Looking forward to reading them all!

Recap of 9th Living Out Loud project: Your theme music

This month's project was an interesting opportunity to combine the written word and melodies. So many songs I myself looked into either had the right kind of tune but not quite right lyrics or vice versa. I'm sure there's an analogy for life in there too. I'm pleasantly surprised by the number of participants this month, particularly since I myself found it much more daunting to complete than I originally thought. You all rock! Let's see what we've collected in these greatest hits.

Kim's Soundtrack Just for Now I had a feeling this project would be right up her alley, and I'm impressed that she managed to find several songs that speak to where she is right now. I had a hard time even finding one.

Gina's A Song by Any Other Name I'm pleased that now when I hear Happy Girl, I'll instantly think of her. Gina, you have become worlds more chipper since I've first known you and I'm glad this is your theme music.

Deb's The Soundtrack to Your Life This project did it's job in that most of the songs Deb listed are ones I would have never guessed were things she listened to or associated with. I just didn't know anything about her music tastes before this. And now I've listened to gems like Zombies Ate My Neighbors.

Karal's Learn to be Still I think I prefer the sentiment of her second Eagles song choice over the first one. Much less of a trapped feeling. And I love the song Brickhouse.

SuziCate's A Little Rain, A Little Peace This entry comes from Karal's friend SuziCate, renting space in her blog to share her thoughts. As a self-proclaimed "recovering control freak" I can relate to what she's talking about. All that wasted energy of worry is not easy to let go of, but I'm encouraged by her story that it's possible.

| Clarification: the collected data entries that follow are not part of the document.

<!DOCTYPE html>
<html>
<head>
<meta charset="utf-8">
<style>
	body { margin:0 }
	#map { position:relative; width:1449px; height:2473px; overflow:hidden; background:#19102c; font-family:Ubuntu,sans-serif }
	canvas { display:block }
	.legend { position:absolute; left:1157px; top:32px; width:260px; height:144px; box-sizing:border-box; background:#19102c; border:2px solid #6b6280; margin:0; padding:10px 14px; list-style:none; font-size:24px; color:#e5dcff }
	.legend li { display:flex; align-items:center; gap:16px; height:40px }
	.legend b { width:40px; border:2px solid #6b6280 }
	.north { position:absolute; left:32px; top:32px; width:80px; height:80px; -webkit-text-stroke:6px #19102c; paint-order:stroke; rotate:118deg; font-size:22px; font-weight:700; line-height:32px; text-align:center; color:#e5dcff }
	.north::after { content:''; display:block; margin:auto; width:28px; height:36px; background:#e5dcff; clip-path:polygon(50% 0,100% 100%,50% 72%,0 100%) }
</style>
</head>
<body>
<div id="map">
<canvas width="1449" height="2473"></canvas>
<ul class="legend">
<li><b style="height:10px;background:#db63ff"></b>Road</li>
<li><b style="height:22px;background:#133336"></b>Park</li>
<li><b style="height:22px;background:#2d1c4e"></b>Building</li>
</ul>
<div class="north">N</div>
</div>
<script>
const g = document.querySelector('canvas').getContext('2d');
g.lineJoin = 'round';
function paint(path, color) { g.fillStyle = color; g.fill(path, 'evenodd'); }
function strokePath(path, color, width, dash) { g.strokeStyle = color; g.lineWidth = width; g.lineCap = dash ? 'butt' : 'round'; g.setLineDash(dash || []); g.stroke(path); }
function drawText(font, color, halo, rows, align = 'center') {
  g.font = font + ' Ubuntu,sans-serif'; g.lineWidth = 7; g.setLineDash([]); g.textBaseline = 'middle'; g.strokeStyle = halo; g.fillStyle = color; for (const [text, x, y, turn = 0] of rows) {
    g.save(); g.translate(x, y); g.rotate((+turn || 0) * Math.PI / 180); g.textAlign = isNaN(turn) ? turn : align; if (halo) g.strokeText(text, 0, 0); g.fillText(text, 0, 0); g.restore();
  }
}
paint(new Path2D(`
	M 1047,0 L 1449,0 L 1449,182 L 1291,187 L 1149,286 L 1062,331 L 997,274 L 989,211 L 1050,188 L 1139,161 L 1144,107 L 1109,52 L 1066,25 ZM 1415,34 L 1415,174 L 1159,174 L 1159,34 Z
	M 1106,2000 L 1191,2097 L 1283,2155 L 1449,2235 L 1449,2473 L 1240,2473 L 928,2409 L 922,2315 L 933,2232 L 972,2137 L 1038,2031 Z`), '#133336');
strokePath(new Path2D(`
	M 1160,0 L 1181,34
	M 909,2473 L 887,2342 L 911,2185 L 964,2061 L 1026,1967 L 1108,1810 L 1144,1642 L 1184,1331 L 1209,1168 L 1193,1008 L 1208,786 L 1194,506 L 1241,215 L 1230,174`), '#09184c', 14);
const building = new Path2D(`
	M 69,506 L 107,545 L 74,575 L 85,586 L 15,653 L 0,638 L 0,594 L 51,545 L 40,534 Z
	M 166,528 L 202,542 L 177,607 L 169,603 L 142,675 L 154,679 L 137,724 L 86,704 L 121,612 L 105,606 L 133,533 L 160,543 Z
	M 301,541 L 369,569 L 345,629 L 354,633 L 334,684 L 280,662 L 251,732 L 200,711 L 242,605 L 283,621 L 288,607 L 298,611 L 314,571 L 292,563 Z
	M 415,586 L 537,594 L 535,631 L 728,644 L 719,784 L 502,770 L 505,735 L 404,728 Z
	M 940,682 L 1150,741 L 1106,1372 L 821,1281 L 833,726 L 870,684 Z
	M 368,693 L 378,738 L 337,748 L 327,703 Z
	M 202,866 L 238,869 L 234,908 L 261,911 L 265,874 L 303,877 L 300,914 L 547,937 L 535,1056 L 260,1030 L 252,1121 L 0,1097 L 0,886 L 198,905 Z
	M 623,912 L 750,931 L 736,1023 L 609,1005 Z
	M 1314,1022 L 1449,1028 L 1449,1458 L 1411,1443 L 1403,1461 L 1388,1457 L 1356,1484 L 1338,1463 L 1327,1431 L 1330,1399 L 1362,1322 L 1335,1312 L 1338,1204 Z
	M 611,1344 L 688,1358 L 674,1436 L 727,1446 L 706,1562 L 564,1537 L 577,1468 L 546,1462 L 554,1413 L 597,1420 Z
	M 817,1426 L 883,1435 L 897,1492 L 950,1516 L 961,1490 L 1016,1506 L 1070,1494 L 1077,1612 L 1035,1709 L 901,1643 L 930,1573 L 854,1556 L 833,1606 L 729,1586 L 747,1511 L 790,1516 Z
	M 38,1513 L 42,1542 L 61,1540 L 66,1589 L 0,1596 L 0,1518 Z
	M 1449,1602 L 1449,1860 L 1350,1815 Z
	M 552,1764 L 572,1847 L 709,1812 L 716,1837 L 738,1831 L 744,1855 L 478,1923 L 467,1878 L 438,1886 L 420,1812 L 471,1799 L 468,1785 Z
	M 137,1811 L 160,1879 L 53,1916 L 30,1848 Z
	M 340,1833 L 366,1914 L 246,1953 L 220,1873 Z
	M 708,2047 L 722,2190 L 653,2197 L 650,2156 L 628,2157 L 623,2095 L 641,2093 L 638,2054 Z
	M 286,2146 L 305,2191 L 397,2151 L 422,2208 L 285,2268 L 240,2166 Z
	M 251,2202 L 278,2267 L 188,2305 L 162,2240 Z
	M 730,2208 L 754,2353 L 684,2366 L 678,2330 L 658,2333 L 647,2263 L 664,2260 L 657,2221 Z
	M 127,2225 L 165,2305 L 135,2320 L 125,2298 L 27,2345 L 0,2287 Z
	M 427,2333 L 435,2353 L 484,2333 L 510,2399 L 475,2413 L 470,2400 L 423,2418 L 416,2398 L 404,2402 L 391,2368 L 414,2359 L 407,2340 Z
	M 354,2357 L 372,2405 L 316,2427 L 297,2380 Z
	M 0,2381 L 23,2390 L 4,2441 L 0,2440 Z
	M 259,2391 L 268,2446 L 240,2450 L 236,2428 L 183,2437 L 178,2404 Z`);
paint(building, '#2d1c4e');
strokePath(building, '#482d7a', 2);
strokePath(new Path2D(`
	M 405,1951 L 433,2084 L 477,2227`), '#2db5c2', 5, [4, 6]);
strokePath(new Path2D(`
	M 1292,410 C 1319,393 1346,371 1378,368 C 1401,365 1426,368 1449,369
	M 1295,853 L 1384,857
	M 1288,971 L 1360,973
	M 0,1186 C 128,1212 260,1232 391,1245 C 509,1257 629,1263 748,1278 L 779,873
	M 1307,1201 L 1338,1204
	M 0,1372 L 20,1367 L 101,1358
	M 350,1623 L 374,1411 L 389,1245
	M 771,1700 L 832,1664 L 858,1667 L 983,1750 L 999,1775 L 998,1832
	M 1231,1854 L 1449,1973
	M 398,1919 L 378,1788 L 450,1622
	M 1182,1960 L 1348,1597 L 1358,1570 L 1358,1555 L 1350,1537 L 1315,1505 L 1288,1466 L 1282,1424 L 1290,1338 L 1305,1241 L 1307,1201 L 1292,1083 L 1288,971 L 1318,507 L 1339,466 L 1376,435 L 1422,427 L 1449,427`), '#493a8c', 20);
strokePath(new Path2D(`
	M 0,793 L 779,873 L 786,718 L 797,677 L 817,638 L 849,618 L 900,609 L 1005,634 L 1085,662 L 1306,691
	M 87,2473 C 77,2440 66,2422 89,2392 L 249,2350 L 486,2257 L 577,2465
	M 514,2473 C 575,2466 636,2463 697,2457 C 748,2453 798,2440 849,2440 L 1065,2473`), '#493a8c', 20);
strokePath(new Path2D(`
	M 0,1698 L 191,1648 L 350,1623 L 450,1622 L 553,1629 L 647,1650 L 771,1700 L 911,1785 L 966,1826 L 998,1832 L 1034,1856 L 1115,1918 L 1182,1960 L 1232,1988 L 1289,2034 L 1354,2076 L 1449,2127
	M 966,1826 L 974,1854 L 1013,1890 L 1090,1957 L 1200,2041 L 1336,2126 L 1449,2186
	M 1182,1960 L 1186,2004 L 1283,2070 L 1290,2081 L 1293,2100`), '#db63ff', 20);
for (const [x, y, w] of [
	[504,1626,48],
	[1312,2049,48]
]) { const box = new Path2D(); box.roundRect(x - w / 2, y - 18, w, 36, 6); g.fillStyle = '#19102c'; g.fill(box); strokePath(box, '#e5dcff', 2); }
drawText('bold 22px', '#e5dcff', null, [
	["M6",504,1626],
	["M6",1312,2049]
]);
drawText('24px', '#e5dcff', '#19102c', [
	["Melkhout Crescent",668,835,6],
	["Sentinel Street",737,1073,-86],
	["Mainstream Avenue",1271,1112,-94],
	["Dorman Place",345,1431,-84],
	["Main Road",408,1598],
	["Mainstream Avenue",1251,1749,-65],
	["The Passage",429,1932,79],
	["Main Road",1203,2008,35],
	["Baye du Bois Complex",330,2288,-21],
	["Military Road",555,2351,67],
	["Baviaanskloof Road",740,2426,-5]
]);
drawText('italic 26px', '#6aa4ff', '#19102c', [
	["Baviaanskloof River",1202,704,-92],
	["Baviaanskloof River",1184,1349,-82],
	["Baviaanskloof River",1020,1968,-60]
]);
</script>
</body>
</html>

Megan's Me and my gypsy soul I admit that I've never really analyzed the lyrics of this song myself, but just know the song is inexplicably soothing. So when it comes to calming fears, perhaps that the most important aspect of music for many of us.

Laurie's Now's the Time the Time is Now I am so glad Laurie's writing more again. I thought about Closer to Fine as my own theme music as well, but I really enjoy the song she ended up choosing for a variety of reasons. Everyone should sing their song.

Nina's Theme Music ... I pondered this as well that there are so many chapters of my life that are either Before or After X (or perhaps briefly During X). Hearing about life after Z made me smile.

Rich's Let me play you a song I don't associate Rich as being very "rascally", but I do think of him when I hear this song.

Grace's Theme music Grace snuck this in after the deadline, but I'm wise to her and added her to our list of participants. :) As I told her, boating is a nice analogy for life.

And my own Letting the sun shine through: finding my theme music

As always it was hard to pick just one winner, but for this month, I'm choosing SuziCate. Her entry told a great story of how her life has changed over time and how that soundtrack changed as well. Congratulations on your first blog entry!

SuziCate will receive an iTunes gift certificate to help expand her music repertoire and find more songs that might speak to this current chapter of her life.

Thank you all again for playing along. This project continues to be a bright spot in my month. I promise to at least announce a theme for the upcoming month, unless this baby boy comes and screws up my writing schedule!